Does the Australian Government's Native Title Bill conflict
with the Convention on the Prevention and Punishment of the
Crime of Genocide?
The Australian Parliament is to begin the debate of
Government's Native Title Bill on tuesday 23 November. A vote
in the House of Representatives is expected on thursday and
the Bill is expected to be introduced into the Senate on 7
December.
The Bill contains a package of measures which represent, in
part, the Government's response to the Mabo decision of the
Australian High Court.
In that decision, on the 3 June 1992, the High Court found
that the common law of Australia could recognise a form of
native title. The doctrine of terra nullius, which has been
asserted to be the basis upon which Anglo-Australian
sovereignty rested since 1788, was found to be no longer
appropriate.
The High Court decision turned on a distinction between
sovereignty as involving ownership of the country and
sovereignty as involving ownership of the land. Whatever the
basis for the European powers proclamation of sovereignty over
the lives and living countries of First Peoples, this did not
automatically gain the Crown ownership of the land.
Under the new rules proposed by the High Court, native title
was extinguished bit by bit across Australia as the Crown
issued title to others and to the extent that the use under
the Crown title's was inconsistent with the continued
enjoyment of traditional rights.
PATENTLY THE RIGHT RULE.
Only the Crown has the power to extinguish native title.
Chief Justice Brennan said:
...the exercise of a power to extinguish native title
must reveal a clear and plain intention to do so, whether
the action be taken by a Legislature or by the Executive.
This requirement, which flows from the seriousness of the
consequences to indigenous inhabitants of extinguishing
their traditional rights and interests in land, has been
repeatedly emphasized by courts dealing with the
extinguishing of the native title of Indian bands in
North America.
He continued:
It is unnecessary for our purposes to consider the
several juristic foundations -proclamation, policy,
treaty or occupation - on which native title has been
rested in Canada and the United States but reference to
the leading cases in each jurisdiction reveals that,
whatever the juristic foundation assigned by those courts
might be, native title is not extinguished unless there
be a clear and plain intention to do so. That approach
has been followed in New Zealand. It is patently the
right rule.
"The seriousness of the consequences to indigenous
inhabitants" must be the understatement of all time! The
relationship of Australian First Peoples to their living
countries is such that it is an act of violence merely to
consider them as separate. Peoples-and-countries form a
fundamental unit in the cycles of life.
To separate First Peoples from their countries is to commit
both genocide and ecocide. Life, previously well ordered, runs
amok. It is difficult to imagine a more serious crime, short
of outright massacre and torture, against First Peoples. It is
an act of unspeakable cruelty. The lives of First Peoples are
the spirit of the land. Their well-being is the well-being of
the land. Not to embrace them is not to embrace this country.

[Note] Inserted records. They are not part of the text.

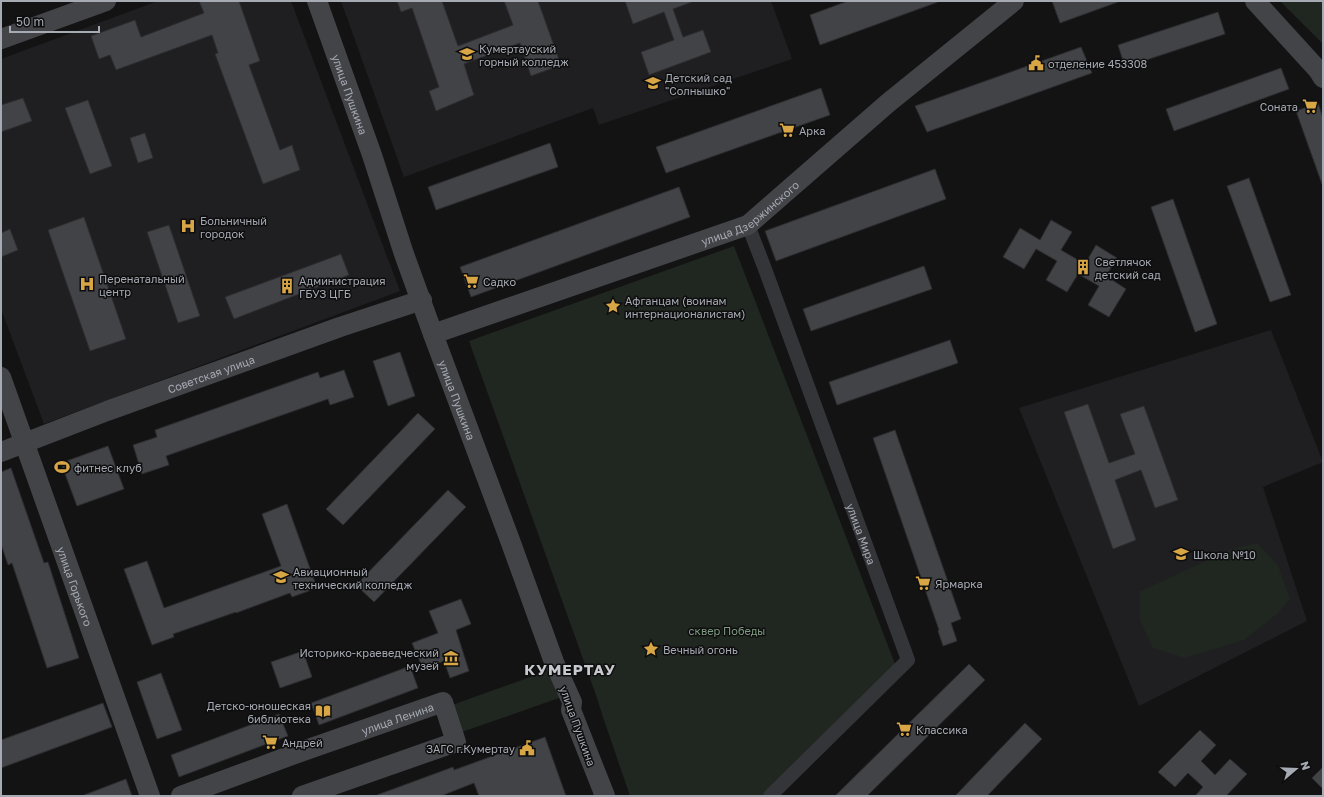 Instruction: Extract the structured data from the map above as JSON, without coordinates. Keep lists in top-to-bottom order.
{
  "streets": {
    "street": [
      "улица Пушкина",
      "улица Дзержинского",
      "Советская улица",
      "улица Мира",
      "улица Горького",
      "улица Ленина"
    ]
  },
  "crossings": [
    ["улица Пушкина", "улица Дзержинского"],
    ["улица Пушкина", "Советская улица"],
    ["улица Дзержинского", "улица Мира"],
    ["Советская улица", "улица Горького"]
  ],
  "districts": ["КУМЕРТАУ"],
  "parks": ["сквер Победы"],
  "places": {
    "school or university": [
      "Кумертауский горный колледж",
      "Детский сад \"Солнышко\"",
      "Школа №10",
      "Авиационный технический колледж"
    ],
    "public building": ["отделение 453308", "ЗАГС г.Кумертау"],
    "supermarket": [
      "Соната",
      "Арка",
      "Садко",
      "Ярмарка",
      "Классика",
      "Андрей"
    ],
    "hospital": ["Больничный городок", "Перенатальный центр"],
    "building": ["Светлячок детский сад", "Администрация ГБУЗ ЦГБ"],
    "place": ["Афганцам (воинам интернационалистам)", "Вечный огонь"],
    "sports": ["фитнес клуб"],
    "museum": ["Историко-краеведческий музей"],
    "library": ["Детско-юношеская библиотека"]
  },
  "scale_bar": "50 m",
  "north": "right"
} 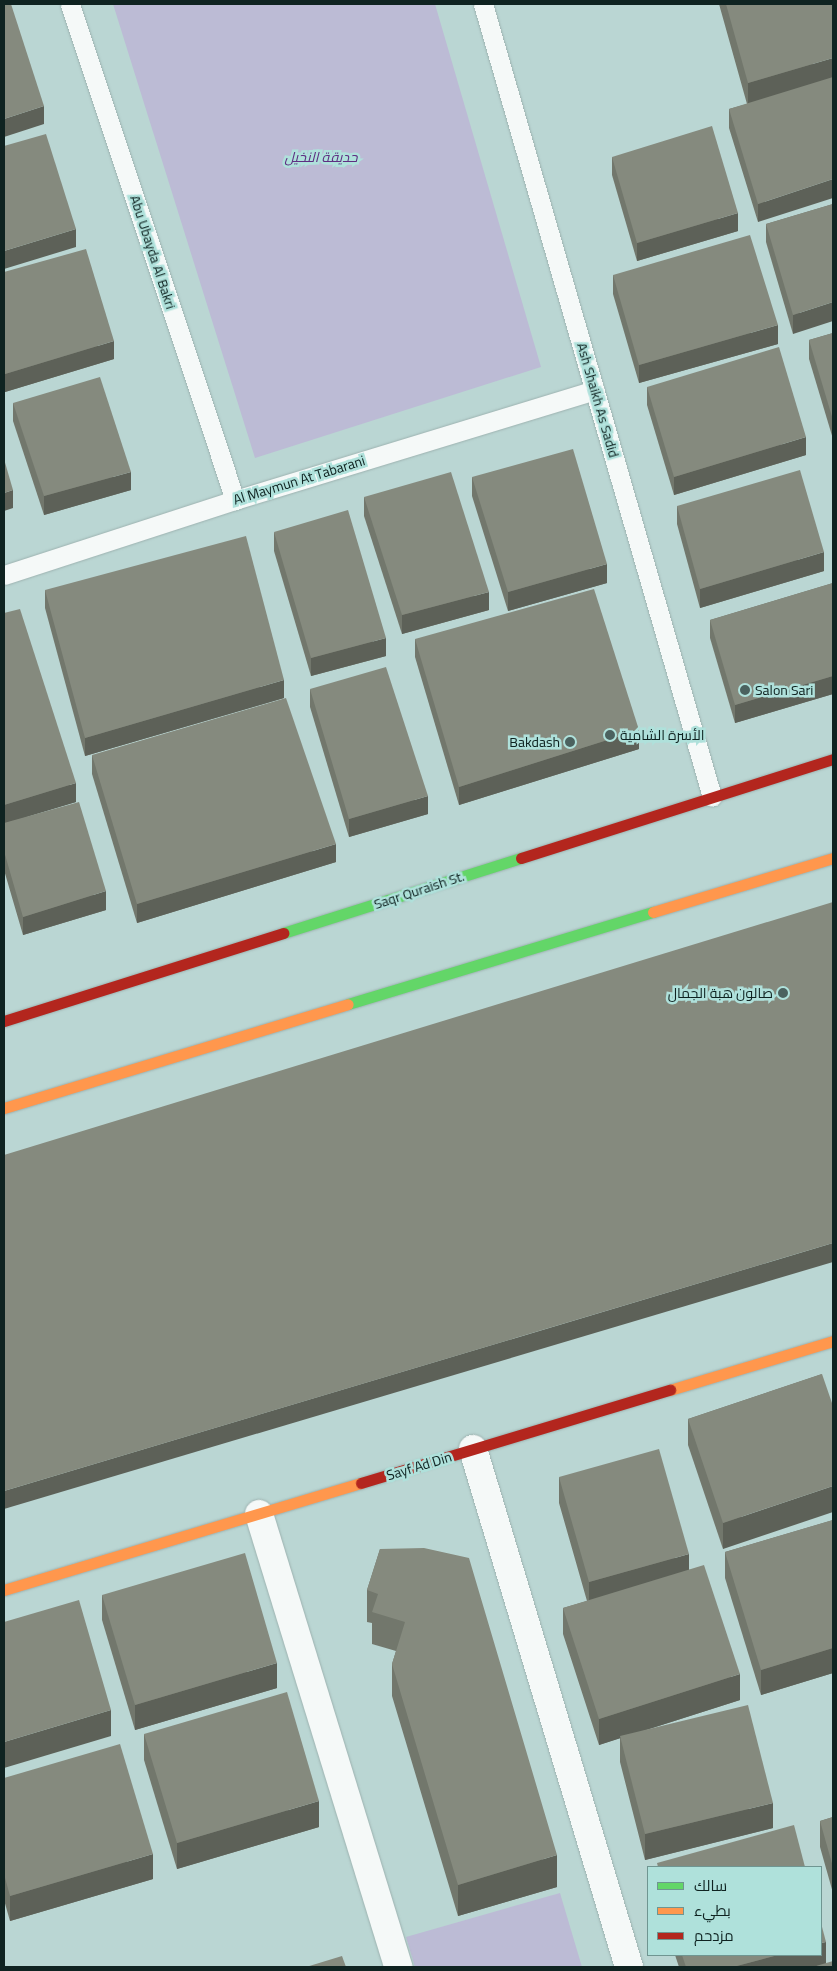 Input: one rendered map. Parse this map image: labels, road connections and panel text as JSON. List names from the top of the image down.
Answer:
{
  "streets": {
    "street": ["Saqr Quraish St.", "Sayf Ad Din"],
    "lane": ["Abu Ubayda Al Bakri", "Ash Shaikh As Sadid", "Al Maymun At Tabarani"]
  },
  "crossings": [
    ["Abu Ubayda Al Bakri", "Al Maymun At Tabarani"],
    ["Ash Shaikh As Sadid", "Al Maymun At Tabarani"],
    ["Ash Shaikh As Sadid", "Saqr Quraish St."]
  ],
  "parks": ["حديقة النخيل"],
  "places": [
    "Salon Sari",
    "الأسرة الشامية",
    "Bakdash",
    "صالون هبة الجمال"
  ],
  "legend": ["سالك", "بطيء", "مزدحم"]
} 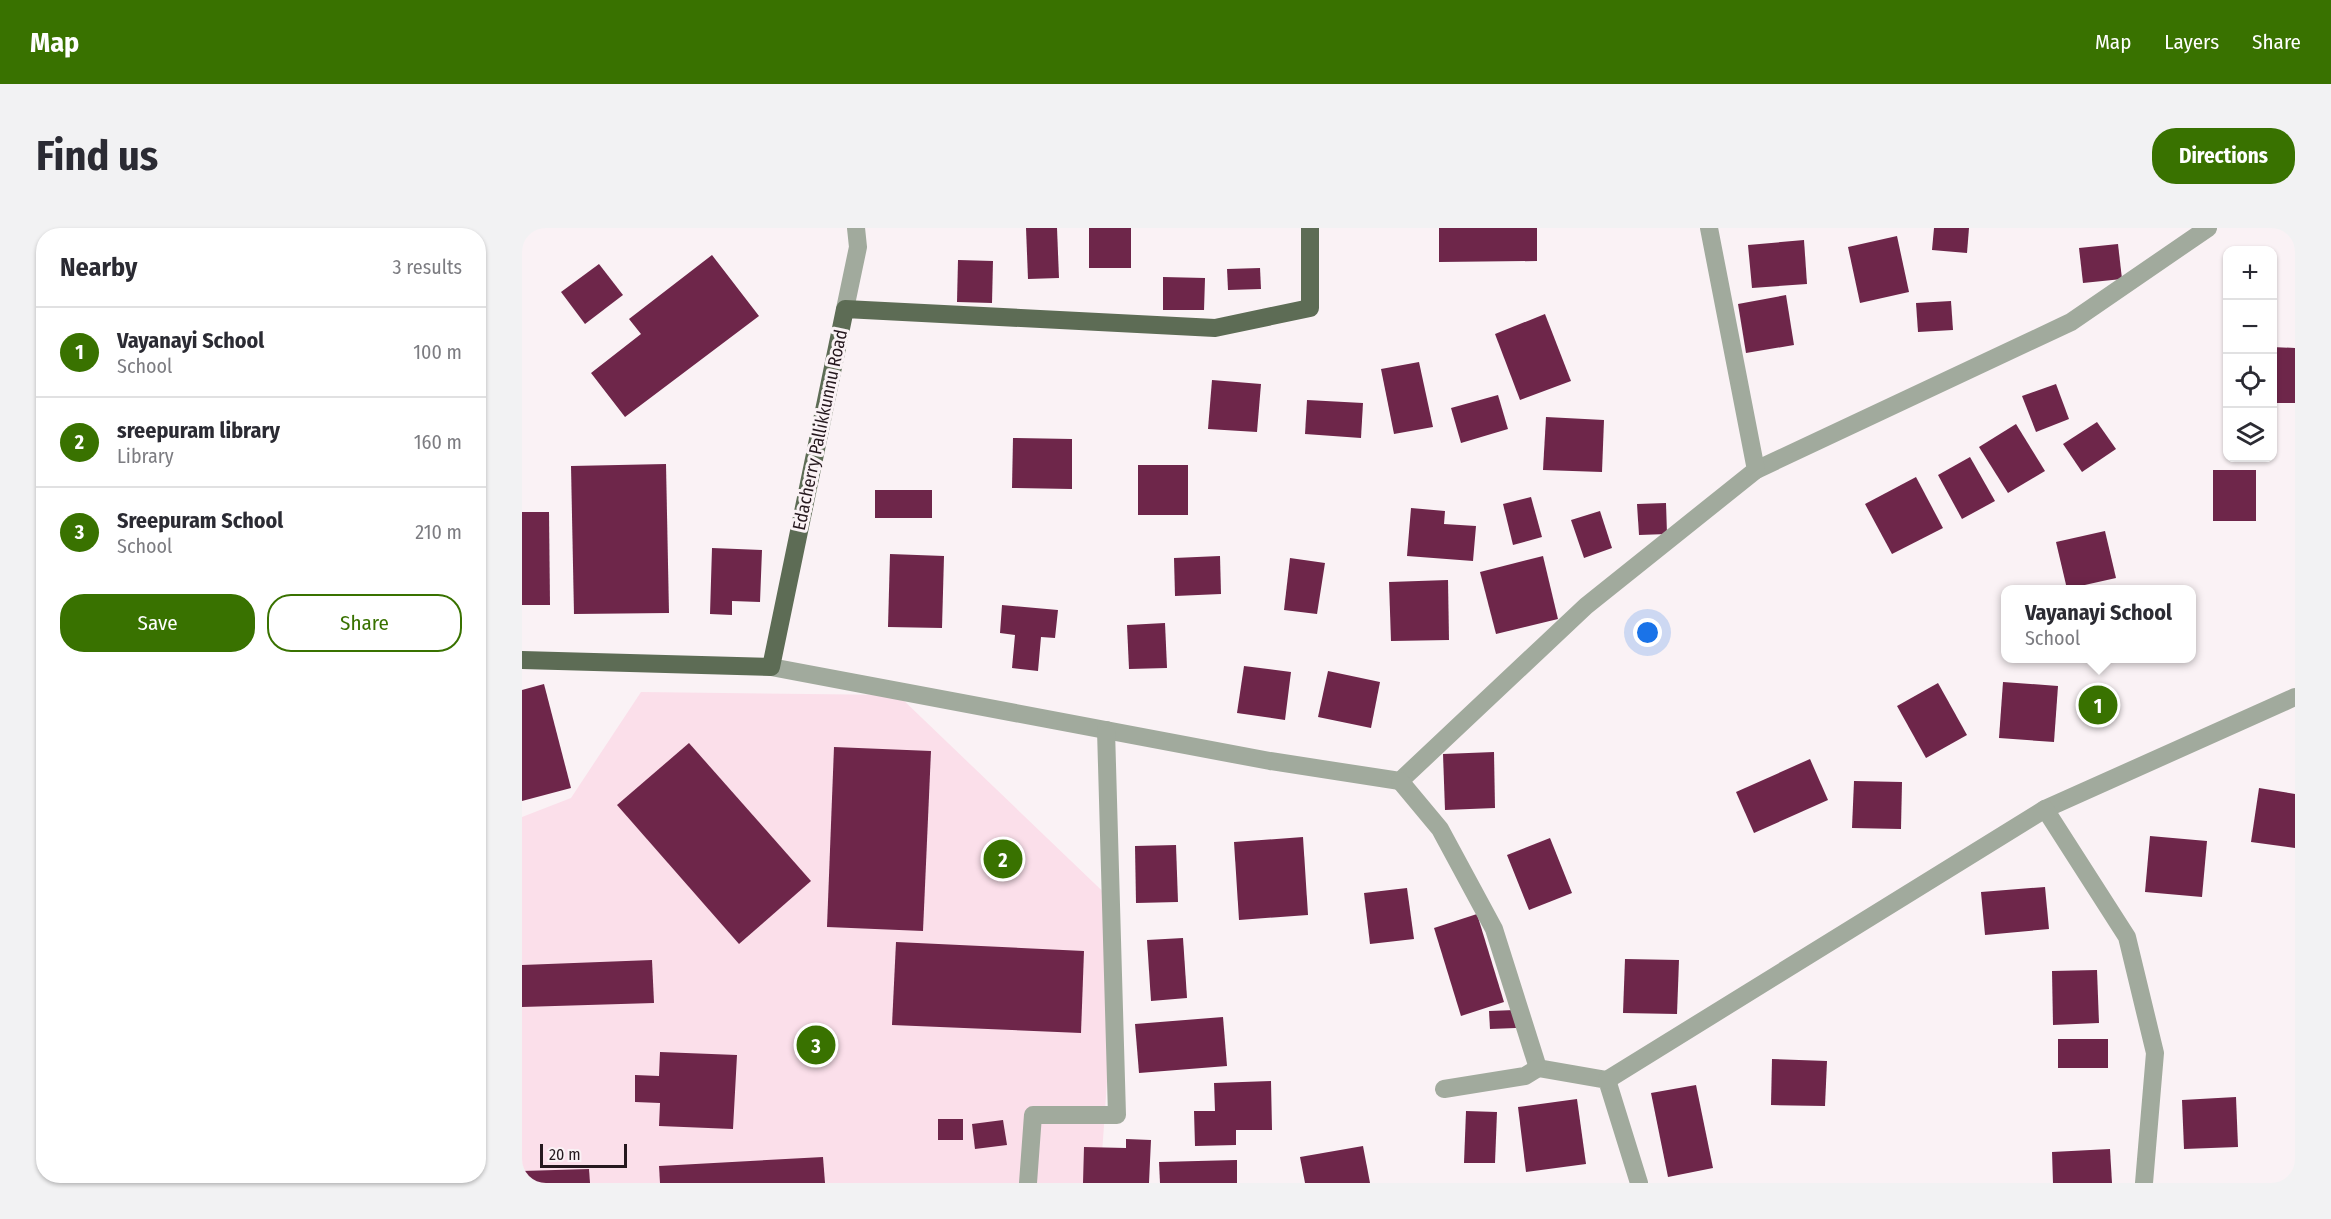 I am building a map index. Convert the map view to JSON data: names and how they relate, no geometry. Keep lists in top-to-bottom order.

That there is a special relationship between First Peoples and
their living countries is now a matter of common knowledge. It
was referred to by the Prime Minister himself in his address
to the nation. The onus of disproof of the assertion that the
relationship with land is of fundamental importance for First
Peoples must fall on those seeking to put other views.
Whatever the situation in the past, it is now common knowledge
and sets the baseline for an adequate definition of reality.
UNITED NATIONS DEFINITION OF GENOCIDE
The 1948 United Nations General Assembly approved Convention
on the Prevention and Punishment of the Crime of Genocide.
Genocide is a crime under international law whether or not it
is committed in times of peace or war. Genocide is not an
internal matter but a matter of international concern.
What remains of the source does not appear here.